AIM OF THE TASK
Repeat exactly the lines that run from the one containing "Summarize the content" to the end of the data, and leave out all others.

■ ■ ■ ■ ■

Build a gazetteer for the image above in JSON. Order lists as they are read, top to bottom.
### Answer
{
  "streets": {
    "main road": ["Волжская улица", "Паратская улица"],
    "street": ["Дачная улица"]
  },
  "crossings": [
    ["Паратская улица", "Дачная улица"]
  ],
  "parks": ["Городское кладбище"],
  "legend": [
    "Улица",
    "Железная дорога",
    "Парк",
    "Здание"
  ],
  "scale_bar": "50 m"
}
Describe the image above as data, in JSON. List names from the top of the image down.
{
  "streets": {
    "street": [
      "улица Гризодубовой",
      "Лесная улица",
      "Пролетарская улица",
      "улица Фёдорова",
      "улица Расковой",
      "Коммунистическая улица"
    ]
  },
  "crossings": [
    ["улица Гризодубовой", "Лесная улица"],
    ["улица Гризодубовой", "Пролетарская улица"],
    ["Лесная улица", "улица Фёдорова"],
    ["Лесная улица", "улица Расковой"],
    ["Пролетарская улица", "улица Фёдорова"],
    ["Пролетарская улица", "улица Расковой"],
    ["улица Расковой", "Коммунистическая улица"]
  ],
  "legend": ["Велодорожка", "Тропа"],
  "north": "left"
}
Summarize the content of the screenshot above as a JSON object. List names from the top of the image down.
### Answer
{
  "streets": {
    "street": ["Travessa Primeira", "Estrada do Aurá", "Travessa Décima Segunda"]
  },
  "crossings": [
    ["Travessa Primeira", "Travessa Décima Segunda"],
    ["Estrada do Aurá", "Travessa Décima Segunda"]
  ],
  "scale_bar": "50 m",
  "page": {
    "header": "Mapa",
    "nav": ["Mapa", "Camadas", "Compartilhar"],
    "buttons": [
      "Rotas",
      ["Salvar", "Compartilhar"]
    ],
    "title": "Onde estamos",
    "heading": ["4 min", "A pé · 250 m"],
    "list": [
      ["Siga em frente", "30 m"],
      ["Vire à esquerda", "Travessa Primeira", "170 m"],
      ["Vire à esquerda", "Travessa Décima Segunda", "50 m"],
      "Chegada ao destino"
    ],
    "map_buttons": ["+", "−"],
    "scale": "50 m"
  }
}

■ ■ ■ ■ ■

ANSWER FOR THE TASK
Summarize the content of the screenshot above as a JSON object. List names from the top of the image down.
### Answer
{
  "streets": {
    "street": ["Travessa Primeira", "Estrada do Aurá", "Travessa Décima Segunda"]
  },
  "crossings": [
    ["Travessa Primeira", "Travessa Décima Segunda"],
    ["Estrada do Aurá", "Travessa Décima Segunda"]
  ],
  "scale_bar": "50 m",
  "page": {
    "header": "Mapa",
    "nav": ["Mapa", "Camadas", "Compartilhar"],
    "buttons": [
      "Rotas",
      ["Salvar", "Compartilhar"]
    ],
    "title": "Onde estamos",
    "heading": ["4 min", "A pé · 250 m"],
    "list": [
      ["Siga em frente", "30 m"],
      ["Vire à esquerda", "Travessa Primeira", "170 m"],
      ["Vire à esquerda", "Travessa Décima Segunda", "50 m"],
      "Chegada ao destino"
    ],
    "map_buttons": ["+", "−"],
    "scale": "50 m"
  }
}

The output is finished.